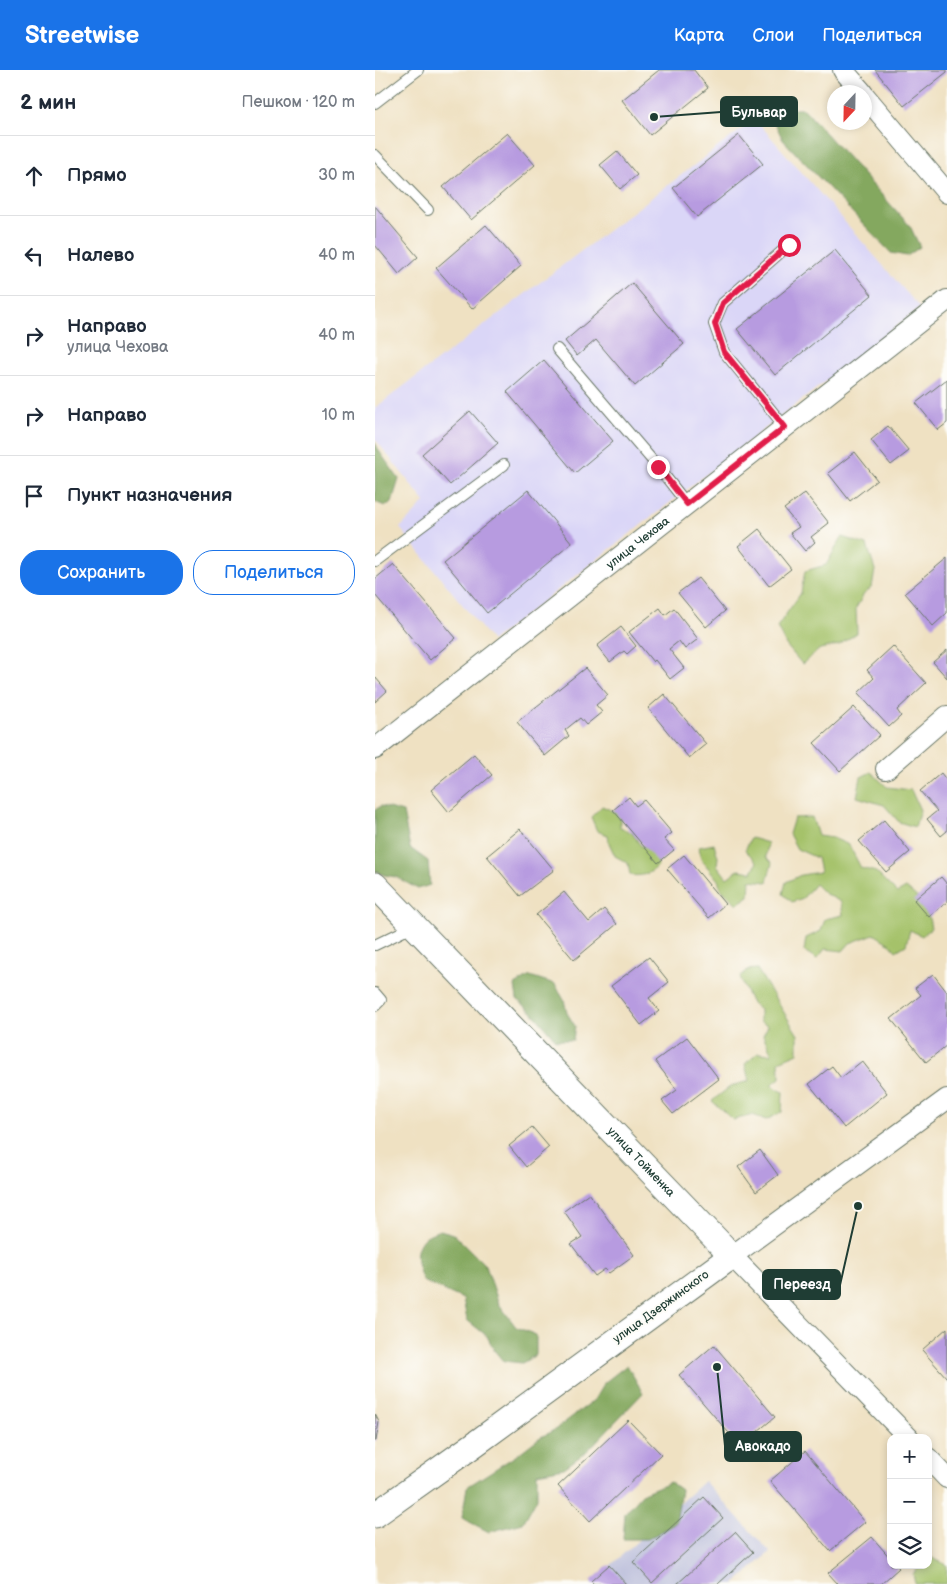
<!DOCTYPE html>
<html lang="ru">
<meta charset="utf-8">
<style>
body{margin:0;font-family:"Balsamiq Sans",sans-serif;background:#f6f6f7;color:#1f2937}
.controls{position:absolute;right:15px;bottom:15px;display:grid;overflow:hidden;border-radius:10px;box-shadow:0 2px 8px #0003}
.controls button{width:45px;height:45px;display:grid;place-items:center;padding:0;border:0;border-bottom:1px solid #e0e1e3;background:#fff;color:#1f2937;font:25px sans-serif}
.compass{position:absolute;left:452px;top:15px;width:45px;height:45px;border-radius:50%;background:#fff;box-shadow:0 2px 8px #0003;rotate:202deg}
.stop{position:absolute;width:15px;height:15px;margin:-11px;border:4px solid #e11d48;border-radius:50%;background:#fff}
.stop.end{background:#e11d48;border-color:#fff;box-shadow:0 1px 5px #0008}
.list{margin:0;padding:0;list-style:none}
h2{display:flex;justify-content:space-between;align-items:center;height:65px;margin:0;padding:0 20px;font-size:21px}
h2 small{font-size:16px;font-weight:400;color:#747a83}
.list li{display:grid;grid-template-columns:32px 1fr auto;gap:15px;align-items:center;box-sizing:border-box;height:80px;padding:0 20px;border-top:1px solid #e0e1e3}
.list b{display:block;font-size:19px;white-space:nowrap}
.list p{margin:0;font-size:16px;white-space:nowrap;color:#747a83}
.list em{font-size:16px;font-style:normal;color:#747a83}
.actions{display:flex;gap:10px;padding:15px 20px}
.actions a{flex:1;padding:11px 0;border:1px solid #1a73e8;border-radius:20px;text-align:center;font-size:18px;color:#1a73e8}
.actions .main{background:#1a73e8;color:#fff}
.icon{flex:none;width:28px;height:28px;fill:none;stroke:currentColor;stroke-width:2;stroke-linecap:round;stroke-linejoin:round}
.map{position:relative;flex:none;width:572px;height:1514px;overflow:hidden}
header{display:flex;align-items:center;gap:30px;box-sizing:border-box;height:70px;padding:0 25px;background:#1a73e8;color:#fff}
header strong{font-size:24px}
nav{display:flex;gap:28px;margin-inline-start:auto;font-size:18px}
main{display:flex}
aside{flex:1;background:#fff}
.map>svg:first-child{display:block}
</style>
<header>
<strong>Streetwise</strong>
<nav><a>Карта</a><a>Слои</a><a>Поделиться</a></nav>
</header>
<main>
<aside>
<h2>2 мин<small>Пешком · 120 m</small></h2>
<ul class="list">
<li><svg class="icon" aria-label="ahead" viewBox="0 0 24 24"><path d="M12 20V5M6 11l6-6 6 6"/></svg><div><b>Прямо</b></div><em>30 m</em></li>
<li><svg class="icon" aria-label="left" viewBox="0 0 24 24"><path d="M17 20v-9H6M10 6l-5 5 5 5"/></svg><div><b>Налево</b></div><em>40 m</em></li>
<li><svg class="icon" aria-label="right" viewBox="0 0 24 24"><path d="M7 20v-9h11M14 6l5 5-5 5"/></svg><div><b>Направо</b><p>улица Чехова</p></div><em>40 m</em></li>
<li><svg class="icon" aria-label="right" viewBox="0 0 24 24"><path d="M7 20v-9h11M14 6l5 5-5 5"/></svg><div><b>Направо</b></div><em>10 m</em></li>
<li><svg class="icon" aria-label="arrive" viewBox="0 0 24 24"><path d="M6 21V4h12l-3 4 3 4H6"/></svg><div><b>Пункт назначения</b></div></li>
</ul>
<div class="actions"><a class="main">Сохранить</a><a>Поделиться</a></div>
</aside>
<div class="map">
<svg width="572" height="1514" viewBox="0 0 572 1514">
<rect width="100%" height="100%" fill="#fdfcf7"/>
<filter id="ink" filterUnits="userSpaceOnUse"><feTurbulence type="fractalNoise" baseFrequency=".02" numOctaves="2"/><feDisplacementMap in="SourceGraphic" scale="10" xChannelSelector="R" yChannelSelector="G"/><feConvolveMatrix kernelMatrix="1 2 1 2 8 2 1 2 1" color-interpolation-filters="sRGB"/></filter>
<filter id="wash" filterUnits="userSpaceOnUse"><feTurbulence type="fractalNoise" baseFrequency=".0096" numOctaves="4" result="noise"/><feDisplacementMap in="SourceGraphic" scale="20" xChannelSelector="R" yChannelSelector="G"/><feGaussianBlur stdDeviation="1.12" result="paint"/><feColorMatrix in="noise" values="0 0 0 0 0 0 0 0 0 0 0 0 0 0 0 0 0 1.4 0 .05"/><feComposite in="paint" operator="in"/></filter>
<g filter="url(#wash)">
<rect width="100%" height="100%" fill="#efe1c2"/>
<path fill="#dad6f7" d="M380,49L545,238L117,571L25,458L50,432L0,369V338Z"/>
<path fill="#c0c2dd" d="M329,1411L395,1482L360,1514H215Z"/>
<path fill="#a5c26a" stroke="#62804f" d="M467,467L492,475L500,500L497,517L489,524L481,538L482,563L464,575L445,579L427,594L411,575L402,557L426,523L430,501L451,495Z
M496,702L512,717L536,720L545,740L540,757L524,752L509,735L482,727L486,707Z
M227,736L245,744V758L257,763L266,776L280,780L283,796C275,804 266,807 255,805L253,793L240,786L234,773L233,765L222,761L216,747Z
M437,747L443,766L458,768L474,775L486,798L501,802L522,823L531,818C548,832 552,835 556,858L547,866L535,860L531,875L521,881L515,874L499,864L475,873L468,881L450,879L442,889L429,881L431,868L446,861L450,849L468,845L466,832L449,823L440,814L428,828L417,832L408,824L411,812L426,805L445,802L442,788L422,779L414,764L419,748Z
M376,768L393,773L391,787L397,793L392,812L375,810L374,826L362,834L346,819L343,810L326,789L324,777L339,774L343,787L342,795L352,808L363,800L377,802L382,792L370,780Z
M382,899L423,965V983L404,991L405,1008L396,1015L408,1022L407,1042L391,1050L378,1045L358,1050L337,1031L356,1016L374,1011L370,994L383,983L397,984L388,965L393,956L385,951V940L376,932L365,908L372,900Z
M553,1486L572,1495V1514H540L538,1504L546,1495H553Z"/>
<path fill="#84a85e" stroke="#527249" d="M413,39H429L535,156L545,177L532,186L516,183L408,70L400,53Z
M0,373L6,384L24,409L17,432L10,436L0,432Z
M6,736L28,742L35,778L53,791L55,815L43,819L21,807L9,805L0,800V740Z
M155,906L180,914L189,930L192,943L200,956L198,970H181L157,942L142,929L140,915Z
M65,1160L79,1164L111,1196L124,1234L141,1257L161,1265V1285L147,1293L128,1291L119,1280L112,1266L92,1250L88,1229L48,1211C42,1197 37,1182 48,1169C51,1165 60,1162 65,1160Z
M252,1295L268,1323L211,1382L189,1398L162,1403V1428L148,1453L114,1462L87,1448L92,1417L142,1385L164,1368L181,1359L219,1330L229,1313Z
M295,1412L306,1420L301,1453L273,1469H248L250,1443L268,1423Z"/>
<g id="blocks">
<path fill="#b79be0" d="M284,0H319L333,18L275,65L247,30Z
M500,0H572V2L529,36Z
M132,63L160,95L96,150L68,117Z
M364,65L388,94L322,147L298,118Z
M242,81L262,105L245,119L225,95Z
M0,136L43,187L24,204L0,175Z
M111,155L146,196L97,239L61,198Z
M460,180L497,225L400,305L362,259Z
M257,213L309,274L260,316L221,270L202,286L190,271Z
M169,290L238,371L200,403L132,322Z
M572,309V353L563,360L541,333Z
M95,341L123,373L75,415L47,384Z
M513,356L534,381L516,395L496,370Z
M480,382L502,410L475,431L453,403Z
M153,420L197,473L112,543L68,490Z
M430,423L454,453L436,467L440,472L430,481L415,463L424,457L409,439Z
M384,459L416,499L394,516L363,476Z
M572,488V543L558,556L530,523Z
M18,494L81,568L55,590L0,525V509Z
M323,508L350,541L331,557L303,523Z
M285,538L290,545L299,538L323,569L310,579L304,571L294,579L309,598L295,609L280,590L278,592L254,562Z
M246,557L261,576L252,584L249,581L235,592L222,576Z
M518,576L551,613L522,640L526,646L514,657L483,623L499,608L492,600Z
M572,580V608L558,592Z
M210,598L233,625L221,635L227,642L211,655L205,648L190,660L194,666L170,686L142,652Z
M0,607L12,621L0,632Z
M289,624L331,674L314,688L273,638Z
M479,637L505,665L465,701L439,673Z
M99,684L117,705L74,742L56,720Z
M566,703L572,711V761L566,766L552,749L562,741L545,721Z
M254,727L261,736L269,730L297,763L289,769L299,780L283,793L238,740Z
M509,750L535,782L511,802L484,771Z
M145,759L179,800L145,826L112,786Z
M309,785L350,834L334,848L292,799Z
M566,807L572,814V832L554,847L539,830Z
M189,822L214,852L229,839L242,854L199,890L161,845Z
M274,887L294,912L274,928L284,941L266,955L236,916Z
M558,904L572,922V975L551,992L516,949L546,925L540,918Z
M312,967L344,1009L298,1044L287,1031L302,1020L280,991Z
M487,991L512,1023L469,1058L434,1014L457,996L466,1008Z
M157,1057L174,1077L151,1097L134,1076Z
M385,1080L403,1105L381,1122L363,1097Z
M214,1123L259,1185L234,1203L230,1199L220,1206L196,1174L207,1167L189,1141Z
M572,1258V1308L547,1280Z
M339,1275L400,1347L365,1376L304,1305Z
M0,1344L4,1352L1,1371H0Z
M253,1350L286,1384L215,1451L183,1416Z
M430,1381L490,1452L455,1481L395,1411Z
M329,1427L348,1448L277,1513L258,1492Z
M360,1462L378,1482L343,1514H302Z
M497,1467L516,1489V1495H521L524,1498L506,1514H463L453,1503Z
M234,1495L251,1514H219L216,1511Z"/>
</g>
</g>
<g filter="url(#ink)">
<use href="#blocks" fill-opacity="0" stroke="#687666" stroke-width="1"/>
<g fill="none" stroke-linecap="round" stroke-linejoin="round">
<g stroke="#687666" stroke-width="12">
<path id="service" d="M0,33L43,0
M0,85L53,140
M182,279L283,397L312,434
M410,357L349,282L339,254L348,233L414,175
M0,491L129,395
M0,875L39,856
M0,923L6,930L0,936"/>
</g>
<g stroke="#687666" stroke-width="22">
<g id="minor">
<path d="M468,0L487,22"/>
<path d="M490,26L572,123"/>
<path id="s1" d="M0,679L572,230"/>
<path d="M511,699L572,646"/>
<path d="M534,1368L357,1186L572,1029"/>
<path d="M553,1388L572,1408"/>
</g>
</g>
<g stroke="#687666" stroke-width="27">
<g id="tertiary">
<path id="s2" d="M0,815L357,1186L100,1374L0,1445"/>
</g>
</g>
<use href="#service" stroke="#fff" stroke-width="10"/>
<use href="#minor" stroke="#fff" stroke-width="20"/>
<use href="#tertiary" stroke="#fff" stroke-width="25"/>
</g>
</g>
<g fill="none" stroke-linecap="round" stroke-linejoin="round" filter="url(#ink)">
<path stroke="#e11d48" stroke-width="6" d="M283,397L312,434L410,357L349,282L340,254L348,233L414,175"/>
</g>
<g text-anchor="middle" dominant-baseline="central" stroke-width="4" stroke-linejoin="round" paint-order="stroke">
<g font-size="12" fill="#1f3d34" stroke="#fdfcf7">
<text stroke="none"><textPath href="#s1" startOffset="334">улица Чехова</textPath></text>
<text stroke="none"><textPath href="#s2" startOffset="384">улица Тойменка</textPath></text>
<text transform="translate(286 1237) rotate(-36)">улица Дзержинского</text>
</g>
</g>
<path fill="none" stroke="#1f3d34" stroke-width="2" d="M279 47L346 42M483 1136L465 1215M342 1297L350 1376"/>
<g fill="#1f3d34" stroke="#fdfcf7" stroke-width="2">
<circle cx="279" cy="47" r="5"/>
<circle cx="483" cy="1136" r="5"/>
<circle cx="342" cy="1297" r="5"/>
</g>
<g fill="#1f3d34" stroke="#1f3d34" stroke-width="2">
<rect x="346" y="27" width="76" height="29" rx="5"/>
<rect x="388" y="1200" width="77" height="29" rx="5"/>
<rect x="350" y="1362" width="76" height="29" rx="5"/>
</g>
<g font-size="14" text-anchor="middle" font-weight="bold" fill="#fff">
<text x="384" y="47">Бульвар</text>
<text x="427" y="1219">Переезд</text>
<text x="388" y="1381">Авокадо</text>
</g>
</svg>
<div class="controls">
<button>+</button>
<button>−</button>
<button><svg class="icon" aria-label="layers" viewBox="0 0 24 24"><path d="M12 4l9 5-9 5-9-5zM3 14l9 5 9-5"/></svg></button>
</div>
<svg class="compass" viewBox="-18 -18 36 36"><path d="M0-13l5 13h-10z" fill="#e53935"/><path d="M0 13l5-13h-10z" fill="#747a83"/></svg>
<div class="stop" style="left:414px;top:175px"></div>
<div class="stop end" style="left:283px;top:397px"></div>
</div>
</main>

** What is expected **
Give back exactly the lines from the line containing "<button>−</button>" to the end of the entries, and no other lines.

** Result **
<button>−</button>
<button><svg class="icon" aria-label="layers" viewBox="0 0 24 24"><path d="M12 4l9 5-9 5-9-5zM3 14l9 5 9-5"/></svg></button>
</div>
<svg class="compass" viewBox="-18 -18 36 36"><path d="M0-13l5 13h-10z" fill="#e53935"/><path d="M0 13l5-13h-10z" fill="#747a83"/></svg>
<div class="stop" style="left:414px;top:175px"></div>
<div class="stop end" style="left:283px;top:397px"></div>
</div>
</main>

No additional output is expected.